Despite the fact that the final machine learning model successfully predicted the CRL pathology results, several restrictions should be mentioned. First, all CRLs ROI sketching were manually outlined by two radiologists and this approach looks like a bit out-fashioned. In recent researches, Kim et al. created a segmentation approach for measuring CRL, which is fully automated [35, 36]. In the follow-up study, to minimize the burden of radiologists and expand the applicability of the machine learning model, we will attempt to apply automated segmentation models like 3D-Unet or nn-Unet. Second, although external validation datasets were used in this work, the diagnostic performance of our machine learning model in large samples still has to be confirmed. Third, rather than employing Triple-phase CT scans, we adopted arterial phase CT images to build the machine learning method. Previous study adopted CNN and gated RNN model to distinguish malignant hepatic tumors based on multi-phase Contrast-enhanced computed tomography (CECT).

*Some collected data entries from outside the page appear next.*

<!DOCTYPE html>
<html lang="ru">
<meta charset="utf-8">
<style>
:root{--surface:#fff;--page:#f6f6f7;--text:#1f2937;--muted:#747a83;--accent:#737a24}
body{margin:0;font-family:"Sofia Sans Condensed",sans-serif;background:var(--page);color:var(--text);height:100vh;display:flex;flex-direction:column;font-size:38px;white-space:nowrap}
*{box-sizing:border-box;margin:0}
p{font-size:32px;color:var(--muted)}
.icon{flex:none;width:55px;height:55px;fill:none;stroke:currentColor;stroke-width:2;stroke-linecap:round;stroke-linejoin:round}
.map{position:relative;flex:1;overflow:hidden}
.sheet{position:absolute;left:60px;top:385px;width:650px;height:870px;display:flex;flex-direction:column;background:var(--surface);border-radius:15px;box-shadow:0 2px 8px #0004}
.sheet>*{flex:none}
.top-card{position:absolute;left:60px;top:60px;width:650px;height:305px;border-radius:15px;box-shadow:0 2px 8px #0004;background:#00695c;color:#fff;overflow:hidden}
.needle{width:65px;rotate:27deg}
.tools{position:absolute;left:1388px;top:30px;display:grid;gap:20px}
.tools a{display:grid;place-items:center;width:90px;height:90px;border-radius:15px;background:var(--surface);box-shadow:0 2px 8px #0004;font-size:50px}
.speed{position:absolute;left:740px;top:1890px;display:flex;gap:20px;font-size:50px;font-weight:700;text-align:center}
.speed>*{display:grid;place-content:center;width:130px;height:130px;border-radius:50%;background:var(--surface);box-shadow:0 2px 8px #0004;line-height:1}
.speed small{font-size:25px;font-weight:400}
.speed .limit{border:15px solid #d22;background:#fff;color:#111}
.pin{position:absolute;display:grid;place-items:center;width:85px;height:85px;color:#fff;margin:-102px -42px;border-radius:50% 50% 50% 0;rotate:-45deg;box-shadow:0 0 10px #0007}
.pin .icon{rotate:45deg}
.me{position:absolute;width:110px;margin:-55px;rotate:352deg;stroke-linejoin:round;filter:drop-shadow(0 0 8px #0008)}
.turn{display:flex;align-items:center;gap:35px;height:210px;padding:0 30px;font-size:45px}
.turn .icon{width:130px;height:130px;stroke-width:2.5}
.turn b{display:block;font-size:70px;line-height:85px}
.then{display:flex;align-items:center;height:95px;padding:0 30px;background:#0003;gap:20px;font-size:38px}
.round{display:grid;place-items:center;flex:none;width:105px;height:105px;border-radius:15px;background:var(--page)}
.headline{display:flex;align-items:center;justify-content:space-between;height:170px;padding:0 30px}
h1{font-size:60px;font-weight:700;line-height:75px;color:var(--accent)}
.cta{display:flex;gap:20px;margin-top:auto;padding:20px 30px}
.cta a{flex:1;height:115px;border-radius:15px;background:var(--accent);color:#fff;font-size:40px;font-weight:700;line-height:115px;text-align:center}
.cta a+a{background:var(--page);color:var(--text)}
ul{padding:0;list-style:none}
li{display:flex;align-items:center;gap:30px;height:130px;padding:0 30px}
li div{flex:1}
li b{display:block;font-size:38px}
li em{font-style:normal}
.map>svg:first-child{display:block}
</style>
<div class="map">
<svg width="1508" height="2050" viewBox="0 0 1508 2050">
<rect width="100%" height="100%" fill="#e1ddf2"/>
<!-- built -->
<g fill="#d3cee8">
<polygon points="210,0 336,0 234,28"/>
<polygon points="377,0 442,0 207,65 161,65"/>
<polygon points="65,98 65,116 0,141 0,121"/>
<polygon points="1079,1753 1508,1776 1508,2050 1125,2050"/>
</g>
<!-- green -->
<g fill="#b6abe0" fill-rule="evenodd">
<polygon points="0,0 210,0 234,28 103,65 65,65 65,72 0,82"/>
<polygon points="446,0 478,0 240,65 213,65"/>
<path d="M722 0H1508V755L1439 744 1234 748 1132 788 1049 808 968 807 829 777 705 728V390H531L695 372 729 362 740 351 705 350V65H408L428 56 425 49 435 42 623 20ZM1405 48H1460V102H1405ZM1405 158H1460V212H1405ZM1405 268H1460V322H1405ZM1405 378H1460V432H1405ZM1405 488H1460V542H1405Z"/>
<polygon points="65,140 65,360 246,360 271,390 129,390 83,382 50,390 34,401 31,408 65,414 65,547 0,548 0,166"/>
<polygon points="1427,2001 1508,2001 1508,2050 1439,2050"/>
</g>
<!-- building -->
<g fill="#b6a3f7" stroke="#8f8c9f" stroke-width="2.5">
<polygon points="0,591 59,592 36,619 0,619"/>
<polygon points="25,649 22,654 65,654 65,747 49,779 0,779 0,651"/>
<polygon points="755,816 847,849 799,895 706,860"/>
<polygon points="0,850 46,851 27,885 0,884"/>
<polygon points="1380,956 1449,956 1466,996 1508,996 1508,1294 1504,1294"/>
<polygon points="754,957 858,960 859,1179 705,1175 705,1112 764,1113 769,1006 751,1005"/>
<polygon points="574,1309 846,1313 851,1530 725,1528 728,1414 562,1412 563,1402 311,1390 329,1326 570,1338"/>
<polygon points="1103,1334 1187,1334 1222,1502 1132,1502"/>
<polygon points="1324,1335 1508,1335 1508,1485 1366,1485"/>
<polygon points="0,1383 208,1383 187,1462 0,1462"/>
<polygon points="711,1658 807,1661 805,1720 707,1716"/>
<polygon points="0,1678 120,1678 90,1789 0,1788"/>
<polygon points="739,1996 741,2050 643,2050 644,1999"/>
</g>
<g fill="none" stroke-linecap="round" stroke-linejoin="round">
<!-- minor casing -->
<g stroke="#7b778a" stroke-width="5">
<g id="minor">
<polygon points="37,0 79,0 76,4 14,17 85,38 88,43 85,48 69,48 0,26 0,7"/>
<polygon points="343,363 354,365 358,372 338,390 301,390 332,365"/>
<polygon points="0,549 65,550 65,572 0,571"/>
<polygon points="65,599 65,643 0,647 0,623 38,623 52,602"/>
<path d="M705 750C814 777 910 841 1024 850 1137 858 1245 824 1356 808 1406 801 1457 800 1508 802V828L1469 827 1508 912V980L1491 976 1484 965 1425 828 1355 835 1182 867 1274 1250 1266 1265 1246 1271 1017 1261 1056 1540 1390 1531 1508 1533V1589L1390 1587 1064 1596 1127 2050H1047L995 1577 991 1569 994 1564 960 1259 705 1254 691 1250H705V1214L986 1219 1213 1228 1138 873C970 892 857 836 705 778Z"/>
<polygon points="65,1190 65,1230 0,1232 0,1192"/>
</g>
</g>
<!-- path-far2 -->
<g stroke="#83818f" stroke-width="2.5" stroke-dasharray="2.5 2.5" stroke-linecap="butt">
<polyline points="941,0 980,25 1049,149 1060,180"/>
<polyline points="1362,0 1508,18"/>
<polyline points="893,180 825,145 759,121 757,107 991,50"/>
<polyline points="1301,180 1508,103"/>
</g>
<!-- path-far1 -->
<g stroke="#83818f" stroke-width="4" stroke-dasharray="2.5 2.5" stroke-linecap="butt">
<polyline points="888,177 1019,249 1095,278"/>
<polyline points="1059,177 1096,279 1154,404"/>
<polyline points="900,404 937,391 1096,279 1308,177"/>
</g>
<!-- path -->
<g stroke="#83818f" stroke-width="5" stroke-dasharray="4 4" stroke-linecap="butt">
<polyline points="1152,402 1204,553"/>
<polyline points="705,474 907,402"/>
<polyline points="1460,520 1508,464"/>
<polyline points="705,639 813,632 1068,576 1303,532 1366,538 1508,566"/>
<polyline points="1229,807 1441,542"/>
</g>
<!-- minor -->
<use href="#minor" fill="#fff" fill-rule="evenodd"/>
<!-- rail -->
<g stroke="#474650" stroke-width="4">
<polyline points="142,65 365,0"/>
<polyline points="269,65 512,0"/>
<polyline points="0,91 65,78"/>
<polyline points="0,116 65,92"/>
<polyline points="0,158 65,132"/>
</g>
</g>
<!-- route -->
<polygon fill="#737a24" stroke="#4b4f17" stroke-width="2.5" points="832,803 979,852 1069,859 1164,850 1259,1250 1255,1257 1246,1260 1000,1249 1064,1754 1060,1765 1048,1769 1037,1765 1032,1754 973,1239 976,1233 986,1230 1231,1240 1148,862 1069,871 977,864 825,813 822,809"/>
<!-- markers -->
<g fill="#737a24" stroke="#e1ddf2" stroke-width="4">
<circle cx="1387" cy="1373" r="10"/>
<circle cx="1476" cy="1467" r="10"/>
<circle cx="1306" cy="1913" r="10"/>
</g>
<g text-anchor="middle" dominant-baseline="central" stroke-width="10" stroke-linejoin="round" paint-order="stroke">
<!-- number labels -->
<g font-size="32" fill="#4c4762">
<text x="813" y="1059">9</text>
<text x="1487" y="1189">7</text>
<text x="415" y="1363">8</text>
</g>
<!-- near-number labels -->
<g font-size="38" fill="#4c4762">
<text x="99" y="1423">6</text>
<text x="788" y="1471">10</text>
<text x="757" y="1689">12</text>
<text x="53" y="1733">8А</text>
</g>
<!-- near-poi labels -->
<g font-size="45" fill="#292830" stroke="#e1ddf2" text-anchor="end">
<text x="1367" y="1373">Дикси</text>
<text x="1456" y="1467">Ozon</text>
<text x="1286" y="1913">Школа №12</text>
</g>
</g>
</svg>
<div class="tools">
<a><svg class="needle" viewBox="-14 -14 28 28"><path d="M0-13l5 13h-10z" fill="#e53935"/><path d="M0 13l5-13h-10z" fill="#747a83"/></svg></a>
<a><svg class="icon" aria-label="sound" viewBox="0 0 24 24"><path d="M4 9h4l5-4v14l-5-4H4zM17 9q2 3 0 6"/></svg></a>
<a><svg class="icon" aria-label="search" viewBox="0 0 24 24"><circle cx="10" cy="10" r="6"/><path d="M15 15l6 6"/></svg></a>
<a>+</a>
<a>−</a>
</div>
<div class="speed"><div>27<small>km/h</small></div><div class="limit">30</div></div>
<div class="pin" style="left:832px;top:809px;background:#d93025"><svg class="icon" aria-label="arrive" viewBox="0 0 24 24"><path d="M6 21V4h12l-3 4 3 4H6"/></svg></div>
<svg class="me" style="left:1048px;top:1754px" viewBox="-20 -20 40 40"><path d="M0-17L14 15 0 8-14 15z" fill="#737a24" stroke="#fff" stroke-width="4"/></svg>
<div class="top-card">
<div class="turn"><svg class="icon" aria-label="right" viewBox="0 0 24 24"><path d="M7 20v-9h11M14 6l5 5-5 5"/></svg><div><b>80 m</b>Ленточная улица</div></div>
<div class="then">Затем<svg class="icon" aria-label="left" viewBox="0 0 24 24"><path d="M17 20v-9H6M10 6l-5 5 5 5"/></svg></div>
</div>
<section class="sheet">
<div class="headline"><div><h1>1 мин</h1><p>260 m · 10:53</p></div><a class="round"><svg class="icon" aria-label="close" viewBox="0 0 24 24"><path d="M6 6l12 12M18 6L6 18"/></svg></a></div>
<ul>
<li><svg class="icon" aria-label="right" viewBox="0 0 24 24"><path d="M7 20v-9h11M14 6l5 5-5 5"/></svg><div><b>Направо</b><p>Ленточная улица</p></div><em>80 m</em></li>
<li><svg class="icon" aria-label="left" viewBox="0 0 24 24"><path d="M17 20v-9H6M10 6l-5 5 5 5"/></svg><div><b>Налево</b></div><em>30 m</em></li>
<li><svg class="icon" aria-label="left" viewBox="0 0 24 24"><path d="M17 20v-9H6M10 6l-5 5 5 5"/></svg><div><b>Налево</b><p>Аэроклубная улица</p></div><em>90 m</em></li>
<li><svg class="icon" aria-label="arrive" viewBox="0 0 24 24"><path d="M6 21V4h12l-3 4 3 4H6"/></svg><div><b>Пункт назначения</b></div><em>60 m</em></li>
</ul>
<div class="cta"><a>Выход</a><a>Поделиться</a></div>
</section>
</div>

The SpatialExtractor-TemporalEncoder-Integration-Classifier (STIC) successfully extracted the changing pattern across different CECT phases [37]. In Bosniak 2019 version, MRI standard criteria were formally introduced while there are very little researches focus on renal cysts textural features in MRI scans [38, 39]. Future researches could attempt to integrate the Triple-phase CT images and MRI images by sequence-to-sequence model like recurrent neural network (RNN) and vision transformer (VIT) [40]. In fact, cystic nephroma is more common in females aged 50–60 years, which indicates that clinical characteristic such as age and gender may be a possible predictor, and a mixture model that combines radiomics data with clinical features like STIC model may boost diagnostic model performance even further.

Conclusion

In conclusion, a blending radiomics machine learning model demonstrated well discrimination capability in stratifying malignant and benign CRLs across testing datasets, which will benefit in diagnosing malignant CRL at an early stage and reducing overdiagnosis and overtreatment in CRL.